O'Really?

February 22, 2007

NSPNAS: Nature, Science or PNAS?

Filed under: publishing,Uncategorized — Duncan Hull @ 10:19 pm
Tags: , ,

A crude score for benchmarking scientists

TIM Have you ever wanted to compare different scientists by their publication record? It’s not always an easy task, but here is a crude and handy way to benchmark people by their journal publications in Nature, Science or PNAS using PubMed. Let’s call it the NSPNAS score, it’s not the h-index and it’s far from perfect, but it can be useful.

Imagine these scenarios:

  1. You’re a young scientist comtemplating who to do an undergraduate project, Masters degree or PhD with.
  2. You’ve finished your PhD and are wondering which lab could be your Stairway to PostDoc Heaven [1].
  3. You’re lucky enough to have landed a faculty position and you want to check the credibility of your new colleagues.
  4. You want to do some industrial espionage on your competitors in different labs around the world.
  5. You’re a Scientist dammit, and naturally you’re a curious person who just likes to measure things.

In any of these situations, you’ll probably want to look up the people concerned using Google Scholar which will give you a good idea of their research history. But you’re not interested in publications in the Journal of Few Subscribers or the Proceedings of the Boring Incomprehensible Nonsense Society (BINS), even if Google Scholar lists hundreds of their citations. Instead, you care about counting the Big Bang impact publications they have in the über-journals: Nature, Science and PNAS. You can find these publications in PubMed with this simple query:

Surname +Initials[au]+(nature[journal] or science[journal] or Proc Natl Acad Sci U S A[journal])
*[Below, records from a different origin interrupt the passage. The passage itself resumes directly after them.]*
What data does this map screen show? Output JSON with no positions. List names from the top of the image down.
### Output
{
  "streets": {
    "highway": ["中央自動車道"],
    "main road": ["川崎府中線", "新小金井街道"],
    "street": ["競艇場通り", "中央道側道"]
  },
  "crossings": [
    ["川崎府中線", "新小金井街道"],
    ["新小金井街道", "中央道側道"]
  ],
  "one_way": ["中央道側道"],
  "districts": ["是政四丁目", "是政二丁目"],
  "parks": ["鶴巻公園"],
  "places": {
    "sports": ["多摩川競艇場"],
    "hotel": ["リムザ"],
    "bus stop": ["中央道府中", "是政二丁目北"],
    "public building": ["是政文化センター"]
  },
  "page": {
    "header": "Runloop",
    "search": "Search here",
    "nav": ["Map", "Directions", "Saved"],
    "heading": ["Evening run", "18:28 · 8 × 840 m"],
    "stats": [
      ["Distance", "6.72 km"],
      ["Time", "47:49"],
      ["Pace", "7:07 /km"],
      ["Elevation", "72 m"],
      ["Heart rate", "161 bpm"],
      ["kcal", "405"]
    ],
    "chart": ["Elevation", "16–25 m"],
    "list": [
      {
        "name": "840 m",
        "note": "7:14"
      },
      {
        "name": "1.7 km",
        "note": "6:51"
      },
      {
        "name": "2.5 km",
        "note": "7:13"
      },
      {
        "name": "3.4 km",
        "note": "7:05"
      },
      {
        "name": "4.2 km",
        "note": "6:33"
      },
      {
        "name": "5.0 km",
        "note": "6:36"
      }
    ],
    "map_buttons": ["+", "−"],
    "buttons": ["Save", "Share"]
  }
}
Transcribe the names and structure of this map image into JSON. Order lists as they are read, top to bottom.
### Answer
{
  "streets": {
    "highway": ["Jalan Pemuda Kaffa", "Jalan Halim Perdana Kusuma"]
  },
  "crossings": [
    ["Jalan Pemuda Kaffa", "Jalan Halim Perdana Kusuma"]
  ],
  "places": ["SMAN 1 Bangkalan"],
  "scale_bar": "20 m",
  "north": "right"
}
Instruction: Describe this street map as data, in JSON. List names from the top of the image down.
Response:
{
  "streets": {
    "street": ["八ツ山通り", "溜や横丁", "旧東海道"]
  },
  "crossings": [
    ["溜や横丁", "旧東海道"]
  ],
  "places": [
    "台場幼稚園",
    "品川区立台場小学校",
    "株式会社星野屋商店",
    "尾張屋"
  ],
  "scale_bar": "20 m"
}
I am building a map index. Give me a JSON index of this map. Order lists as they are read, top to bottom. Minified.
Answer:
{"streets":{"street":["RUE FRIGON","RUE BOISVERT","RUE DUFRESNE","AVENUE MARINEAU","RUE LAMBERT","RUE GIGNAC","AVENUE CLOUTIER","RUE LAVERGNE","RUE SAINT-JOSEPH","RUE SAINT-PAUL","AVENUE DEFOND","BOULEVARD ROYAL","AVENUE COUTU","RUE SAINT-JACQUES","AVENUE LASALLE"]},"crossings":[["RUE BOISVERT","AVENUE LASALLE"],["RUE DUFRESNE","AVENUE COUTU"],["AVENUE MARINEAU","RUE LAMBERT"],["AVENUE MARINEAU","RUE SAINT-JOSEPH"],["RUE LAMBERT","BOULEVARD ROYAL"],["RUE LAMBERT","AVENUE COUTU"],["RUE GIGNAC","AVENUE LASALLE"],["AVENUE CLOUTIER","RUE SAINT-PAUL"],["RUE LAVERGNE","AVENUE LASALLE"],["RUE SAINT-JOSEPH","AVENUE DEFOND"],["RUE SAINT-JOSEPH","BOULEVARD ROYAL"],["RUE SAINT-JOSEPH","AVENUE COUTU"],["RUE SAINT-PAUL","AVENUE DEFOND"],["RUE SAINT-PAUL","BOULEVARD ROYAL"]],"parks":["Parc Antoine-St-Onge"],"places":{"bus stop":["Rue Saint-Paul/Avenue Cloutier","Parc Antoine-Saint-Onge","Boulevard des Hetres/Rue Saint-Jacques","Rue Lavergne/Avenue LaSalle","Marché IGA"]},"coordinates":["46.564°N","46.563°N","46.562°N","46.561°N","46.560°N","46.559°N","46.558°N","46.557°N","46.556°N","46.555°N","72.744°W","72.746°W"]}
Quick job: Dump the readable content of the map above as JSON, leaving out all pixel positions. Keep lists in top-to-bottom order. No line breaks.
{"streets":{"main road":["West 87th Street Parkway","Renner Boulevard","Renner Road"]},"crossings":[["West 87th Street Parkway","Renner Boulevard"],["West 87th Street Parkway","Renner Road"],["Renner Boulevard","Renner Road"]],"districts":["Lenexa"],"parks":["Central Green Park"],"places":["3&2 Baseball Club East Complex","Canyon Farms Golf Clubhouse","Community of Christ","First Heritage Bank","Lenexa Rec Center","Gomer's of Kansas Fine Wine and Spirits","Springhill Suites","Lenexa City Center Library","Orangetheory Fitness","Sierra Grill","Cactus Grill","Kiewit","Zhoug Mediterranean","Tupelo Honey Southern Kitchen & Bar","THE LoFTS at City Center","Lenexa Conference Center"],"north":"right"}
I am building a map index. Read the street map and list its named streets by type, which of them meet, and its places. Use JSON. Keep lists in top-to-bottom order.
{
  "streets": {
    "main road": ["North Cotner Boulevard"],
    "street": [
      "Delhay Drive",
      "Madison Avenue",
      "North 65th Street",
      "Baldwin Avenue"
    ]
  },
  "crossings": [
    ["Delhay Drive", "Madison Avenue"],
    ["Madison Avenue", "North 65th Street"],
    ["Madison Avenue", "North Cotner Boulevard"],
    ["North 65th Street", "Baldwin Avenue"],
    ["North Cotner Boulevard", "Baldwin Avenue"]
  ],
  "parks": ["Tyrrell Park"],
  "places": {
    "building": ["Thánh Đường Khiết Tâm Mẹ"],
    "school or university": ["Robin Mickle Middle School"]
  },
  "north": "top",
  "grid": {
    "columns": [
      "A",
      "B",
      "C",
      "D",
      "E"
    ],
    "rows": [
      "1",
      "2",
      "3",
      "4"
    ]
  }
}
…and you can obviously modify this query to include popular journals from your own field as appropriate.

Where NSPNAS works

Note, NSPNAS scores were correct at the time of writring in 2007, but will change over time.

When you substitute an authors name and initials into the beginning of that query, you get your NSPNAS score. So Systems Biologist Douglas Kell for example, surname and initials “Kell+D[au]”, has an NSPNAS score of 6.

If the person in question has a unique or unusual surname and initials, its fairly easy to find their score: Nodalpointer Chris Mungall has an NSPNAS score of two while nodalpointer Jason Stajich has an NSPNAS score of three. These results suggest a positive correlation between Californian sunshine and NSPNAS. Meanwhile, back in rainy old Britain, Ensemblian Ewan Birney scores a formidable sixteen, which is just scary for a bloke in his thirties.

Where NSPNAS doesn’t work

Unfortunately, authors with common names like John Smith (who has more than 340 hits) can’t be easily benchmarked with this type of query, without trawling through hundreds of false positives. More importantly, some influential scientists score very low or zero, despite the fact that their work has been important in the world of biomedical science an beyond. This is especially true for Computer Scientists, Mathematicians and Informaticians, for example:

Many important members of the Dead Scientists Society also have low NSPNAS scores…

Conclusions

All these statistics remind us that many important ideas, techniques and results are not published in Nature, Science or PNAS and others are excluded from the PubMed index completely. It also confirms what we already know about peer-reviewed Journal publications not being the be-all and end-all of Engineering, Science or Medicine [3]. But NSPNAS still has its uses, provided the people you’re benchmarking have a rare name and didn’t snuff it before the PubMed index starts.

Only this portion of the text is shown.